Measuring the Global Shadow Economy

Measuring the Global Shadow Economy

The Prevalence of Informal Work and Labour

Colin C. Williams and Friedrich Schneider

This book brings together two leading researchers in the field to provide a comprehensive overview of the shadow economy from a global perspective. Reviewing the advantages and disadvantages of different ways of measuring the informal sector, the authors evaluate its size and key determinants across the world. Williams and Schneider clearly establish the persistence and prevalence of the shadow economy, analysing the narrowness of existing policy approaches and explaining how these fail to address the key factors for its existence and may even exacerbate the problem.

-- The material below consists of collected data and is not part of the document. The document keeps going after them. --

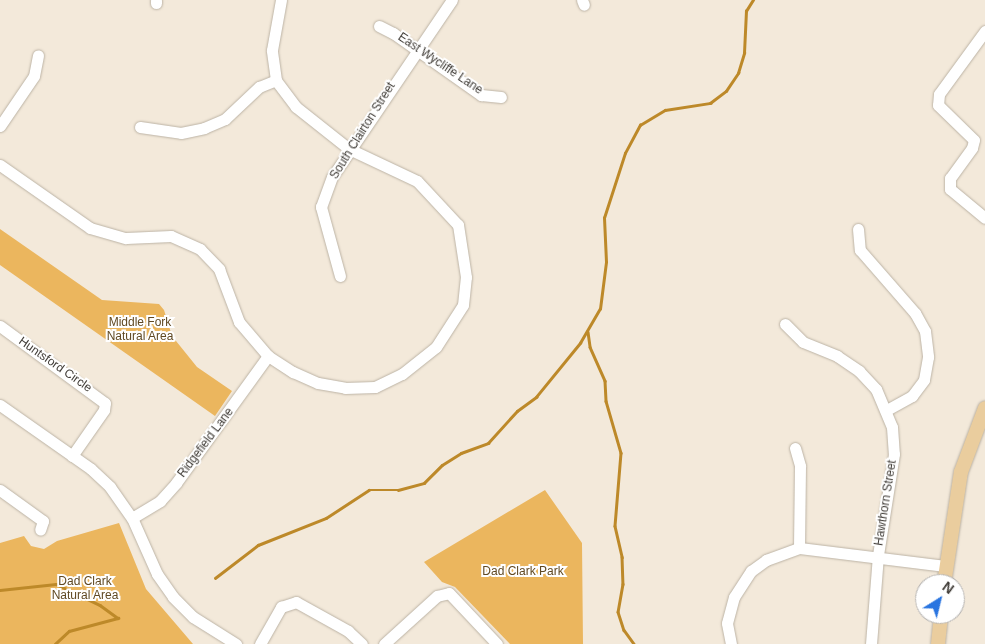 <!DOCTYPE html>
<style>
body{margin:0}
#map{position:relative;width:985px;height:644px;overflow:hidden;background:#f3e9da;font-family:Helvetica,sans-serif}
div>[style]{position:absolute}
.green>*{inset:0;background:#ebb65e}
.stream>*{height:2.5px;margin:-1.25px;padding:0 1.25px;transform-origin:1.25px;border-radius:1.25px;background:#bd8929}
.roads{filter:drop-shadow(0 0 1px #bcb3a5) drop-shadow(0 0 1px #bcb3a5)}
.minor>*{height:11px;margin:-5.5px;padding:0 5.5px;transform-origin:5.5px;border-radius:5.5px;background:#fff}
.major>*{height:14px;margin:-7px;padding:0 7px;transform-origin:7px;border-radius:7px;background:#eacd9e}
span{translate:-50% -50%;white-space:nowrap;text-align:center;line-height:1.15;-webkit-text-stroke:4px #fff;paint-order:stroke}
.street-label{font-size:12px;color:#403c37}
.park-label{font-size:12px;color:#604923}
.north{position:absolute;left:915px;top:574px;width:50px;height:50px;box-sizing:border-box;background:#fff;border:1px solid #b3b1af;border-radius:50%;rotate:36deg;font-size:14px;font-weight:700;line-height:20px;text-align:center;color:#403c37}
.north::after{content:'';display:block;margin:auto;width:18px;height:22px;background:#2a75e0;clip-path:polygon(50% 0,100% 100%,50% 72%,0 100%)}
</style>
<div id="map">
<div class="green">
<i style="clip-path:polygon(0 229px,102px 300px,159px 304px,164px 310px,172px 336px,197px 367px,232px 391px,215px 416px,0 265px)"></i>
<i style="clip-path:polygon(545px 490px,582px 543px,583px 644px,510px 644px,455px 587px,442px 582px,424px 562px)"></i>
<i style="clip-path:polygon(119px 523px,146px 589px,193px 644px,0 644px,0 543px,24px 536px,31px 546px,44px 549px,57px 541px)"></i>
</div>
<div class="stream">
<i style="left:588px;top:332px;width:15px;rotate:82deg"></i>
<i style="left:590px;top:347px;width:37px;rotate:66deg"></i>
<i style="left:605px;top:381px;width:20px;rotate:87deg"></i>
<i style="left:606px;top:401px;width:54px;rotate:73.9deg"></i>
<i style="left:621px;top:453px;width:73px;rotate:94.7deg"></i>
<i style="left:615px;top:526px;width:32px;rotate:77deg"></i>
<i style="left:622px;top:557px;width:27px;rotate:88deg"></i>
<i style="left:623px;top:584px;width:28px;rotate:100deg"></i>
<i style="left:618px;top:612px;width:19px;rotate:72deg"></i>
<i style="left:624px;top:630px;width:17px;rotate:54deg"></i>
<i style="left:215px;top:578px;width:54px;rotate:-37.5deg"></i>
<i style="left:258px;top:545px;width:73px;rotate:-21.7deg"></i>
<i style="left:326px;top:518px;width:51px;rotate:-33.1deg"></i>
<i style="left:369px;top:490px;width:29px"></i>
<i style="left:398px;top:490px;width:27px;rotate:-15deg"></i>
<i style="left:424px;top:483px;width:25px;rotate:-45deg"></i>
<i style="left:442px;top:465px;width:22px;rotate:-32deg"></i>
<i style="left:461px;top:453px;width:29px;rotate:-20deg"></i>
<i style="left:488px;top:443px;width:43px;rotate:-47.8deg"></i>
<i style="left:517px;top:411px;width:24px;rotate:-36deg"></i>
<i style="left:536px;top:397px;width:70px;rotate:-50.8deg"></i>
<i style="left:580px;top:343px;width:39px;rotate:-60deg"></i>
<i style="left:600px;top:309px;width:47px;rotate:-82.7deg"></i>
<i style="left:606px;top:262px;width:44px;rotate:-92.6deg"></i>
<i style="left:604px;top:218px;width:68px;rotate:-72.1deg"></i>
<i style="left:625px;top:153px;width:32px;rotate:-62deg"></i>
<i style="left:640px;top:125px;width:29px;rotate:-31deg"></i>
<i style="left:665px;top:110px;width:46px;rotate:-8.8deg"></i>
<i style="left:710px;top:103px;width:20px;rotate:-37deg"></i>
<i style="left:726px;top:91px;width:22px;rotate:-56deg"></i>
<i style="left:738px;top:73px;width:21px;rotate:-73deg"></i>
<i style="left:744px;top:53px;width:42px;rotate:-87.3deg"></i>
<i style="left:746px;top:11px;width:13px;rotate:-58deg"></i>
<i style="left:0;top:590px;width:56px;rotate:-6.1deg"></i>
<i style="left:56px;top:584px;width:49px;rotate:25.5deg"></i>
<i style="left:100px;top:605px;width:22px;rotate:36deg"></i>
<i style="left:55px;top:644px;width:19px;rotate:-43deg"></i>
<i style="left:69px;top:631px;width:51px;rotate:-14.9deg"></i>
</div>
<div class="roads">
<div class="minor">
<i style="left:156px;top:0;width:3px;rotate:90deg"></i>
<i style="left:582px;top:0;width:5px;rotate:68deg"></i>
<i style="left:379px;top:26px;width:16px;rotate:27deg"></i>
<i style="left:393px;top:33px;width:108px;rotate:35.2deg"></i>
<i style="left:481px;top:95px;width:20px;rotate:6deg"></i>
<i style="left:985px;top:31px;width:78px;rotate:126.1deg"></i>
<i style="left:939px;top:94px;width:11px;rotate:95deg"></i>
<i style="left:938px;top:105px;width:50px;rotate:44.2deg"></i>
<i style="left:974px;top:140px;width:8px;rotate:104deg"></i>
<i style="left:972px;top:148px;width:37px;rotate:126deg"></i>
<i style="left:950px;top:178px;width:11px;rotate:90deg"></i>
<i style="left:950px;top:189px;width:45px;rotate:39.6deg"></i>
<i style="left:0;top:126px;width:60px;rotate:-55.8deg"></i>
<i style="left:34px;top:76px;width:21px;rotate:-79deg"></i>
<i style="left:140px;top:127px;width:41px;rotate:8.3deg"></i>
<i style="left:181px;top:133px;width:24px;rotate:-12deg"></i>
<i style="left:204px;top:128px;width:23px;rotate:-23deg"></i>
<i style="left:225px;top:119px;width:47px;rotate:-43.3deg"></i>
<i style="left:259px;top:87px;width:18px;rotate:-22deg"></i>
<i style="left:0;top:165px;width:110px;rotate:35deg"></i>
<i style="left:90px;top:228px;width:37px;rotate:16deg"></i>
<i style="left:126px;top:238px;width:45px;rotate:-2.5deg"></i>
<i style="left:171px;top:236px;width:32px;rotate:24deg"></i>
<i style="left:200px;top:249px;width:28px;rotate:46deg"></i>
<i style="left:219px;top:269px;width:57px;rotate:69.3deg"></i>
<i style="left:239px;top:322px;width:45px;rotate:49.5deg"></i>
<i style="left:268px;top:356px;width:30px;rotate:33deg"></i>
<i style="left:293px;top:372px;width:27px;rotate:24deg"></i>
<i style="left:318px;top:383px;width:27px;rotate:10deg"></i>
<i style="left:345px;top:388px;width:30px;rotate:-2deg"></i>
<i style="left:375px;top:387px;width:30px;rotate:-26deg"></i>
<i style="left:402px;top:374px;width:43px;rotate:-38.5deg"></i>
<i style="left:436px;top:347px;width:50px;rotate:-57.3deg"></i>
<i style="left:463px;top:305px;width:28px;rotate:-84deg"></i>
<i style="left:466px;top:277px;width:53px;rotate:-98.7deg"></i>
<i style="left:458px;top:225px;width:60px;rotate:-133deg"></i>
<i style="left:417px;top:181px;width:75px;rotate:-154.8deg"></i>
<i style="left:349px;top:149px;width:68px;rotate:-141.6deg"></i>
<i style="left:296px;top:107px;width:34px;rotate:-127deg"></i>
<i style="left:276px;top:80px;width:30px;rotate:-98deg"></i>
<i style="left:272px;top:50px;width:51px;rotate:-79.8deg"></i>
<i style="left:858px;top:229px;width:21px;rotate:85deg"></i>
<i style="left:860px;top:250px;width:84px;rotate:48.9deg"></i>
<i style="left:915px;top:313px;width:21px;rotate:61deg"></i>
<i style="left:925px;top:331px;width:26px;rotate:83deg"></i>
<i style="left:928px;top:357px;width:23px;rotate:100deg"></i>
<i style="left:924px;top:380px;width:20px;rotate:127deg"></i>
<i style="left:912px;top:396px;width:29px;rotate:151deg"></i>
<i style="left:340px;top:276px;width:72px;rotate:-105.4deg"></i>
<i style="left:321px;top:207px;width:32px;rotate:-70deg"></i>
<i style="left:332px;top:177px;width:214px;rotate:-55.9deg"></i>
<i style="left:785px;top:324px;width:25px;rotate:45deg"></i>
<i style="left:803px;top:342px;width:37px;rotate:22deg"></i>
<i style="left:837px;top:356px;width:27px;rotate:34deg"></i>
<i style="left:859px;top:371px;width:25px;rotate:47deg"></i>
<i style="left:876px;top:389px;width:41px;rotate:67.2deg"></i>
<i style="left:892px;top:427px;width:27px;rotate:86deg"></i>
<i style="left:894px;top:454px;width:102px;rotate:99deg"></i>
<i style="left:878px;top:555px;width:89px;rotate:94.5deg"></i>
<i style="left:0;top:326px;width:130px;rotate:36.3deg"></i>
<i style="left:105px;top:403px;width:7px;rotate:98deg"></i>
<i style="left:104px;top:410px;width:56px;rotate:124.8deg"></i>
<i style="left:0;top:405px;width:111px;rotate:35.1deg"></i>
<i style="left:91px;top:469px;width:26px;rotate:43deg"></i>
<i style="left:110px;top:487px;width:38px;rotate:55deg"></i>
<i style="left:132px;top:518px;width:61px;rotate:65.9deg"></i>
<i style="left:157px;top:574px;width:28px;rotate:55deg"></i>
<i style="left:173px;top:597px;width:28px;rotate:45deg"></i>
<i style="left:193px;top:617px;width:51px;rotate:32.1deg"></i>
<i style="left:795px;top:448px;width:19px;rotate:74deg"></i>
<i style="left:800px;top:466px;width:82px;rotate:90.7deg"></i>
<i style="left:0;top:490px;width:53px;rotate:35.8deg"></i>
<i style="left:43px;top:521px;width:9px;rotate:108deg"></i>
<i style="left:132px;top:518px;width:33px;rotate:-31deg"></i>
<i style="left:160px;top:501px;width:24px;rotate:-48deg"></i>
<i style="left:176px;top:483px;width:157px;rotate:-54.1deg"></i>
<i style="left:260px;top:644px;width:43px;rotate:-60.4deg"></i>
<i style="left:281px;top:607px;width:16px;rotate:-18deg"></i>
<i style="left:296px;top:602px;width:60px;rotate:29.1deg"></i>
<i style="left:348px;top:631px;width:19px;rotate:43deg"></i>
<i style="left:384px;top:644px;width:72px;rotate:-42.2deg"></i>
<i style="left:437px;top:596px;width:12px;rotate:-14deg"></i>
<i style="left:449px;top:593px;width:70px;rotate:46.7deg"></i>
<i style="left:731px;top:644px;width:21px;rotate:-101deg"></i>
<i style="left:727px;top:623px;width:27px;rotate:-75deg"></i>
<i style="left:734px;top:597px;width:31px;rotate:-57deg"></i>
<i style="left:751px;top:571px;width:19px;rotate:-36deg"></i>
<i style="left:766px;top:560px;width:35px;rotate:-20deg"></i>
<i style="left:799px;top:548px;width:148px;rotate:7deg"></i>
</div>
<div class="major">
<i style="left:944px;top:584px;width:113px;rotate:-81.4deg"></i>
<i style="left:961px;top:472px;width:68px;rotate:-69.4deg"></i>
<i style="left:938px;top:644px;width:30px;rotate:-84deg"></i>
</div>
</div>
<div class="street-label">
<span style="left:440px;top:64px;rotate:34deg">East Wycliffe Lane</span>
<span style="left:363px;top:131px;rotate:-58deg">South Clairton Street</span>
<span style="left:55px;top:365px;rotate:35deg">Huntsford Circle</span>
<span style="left:206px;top:443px;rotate:-53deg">Ridgefield Lane</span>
<span style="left:886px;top:503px;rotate:-81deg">Hawthorn Street</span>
</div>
<div class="park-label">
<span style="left:140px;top:330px">Middle Fork<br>Natural Area</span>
<span style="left:523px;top:572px">Dad Clark Park</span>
<span style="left:85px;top:589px">Dad Clark<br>Natural Area</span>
</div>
<div class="north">N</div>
</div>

Chapter 7: The shadow labour force in developed countries

Colin C. Williams and Friedrich Schneider

Subjects: economics and finance, labour economics, public finance, social policy and sociology, labour policy

Extract

The aim of this chapter is to evaluate the cross-national variations in the size and character of the shadow labour force, but this time in relation to developed countries. To do this, the same analytical framework examining the degree of informalization will be used to reveal the varying extent of the shadow labour force. To examine the nature of the shadow labour force, meanwhile, a slightly different approach is adopted in this chapter. In the developed world, there has been an emergent recognition that participation in the shadow labour force is not always necessity-driven and a result of the exclusion of workers from the formal economy (Gerxhani, 2004; Maloney, 2004; Perry and Maloney, 2007; Snyder, 2004; Williams, 2010a, 2010b). Here, therefore, we examine the nature of the shadow labour force by examining whether participants are driven by exclusion from the formal economy or by a voluntary decision to exit the formal economy. The data here used is the 2007 Eurobarometer survey of the then 27 member states of the European Union (EU-27). The outcome will be to reveal that although there is a lower prevalence of a shadow labour force in developed countries, not only are there cross-national variations in the level of employment in the shadow economy but also in the character of such employment.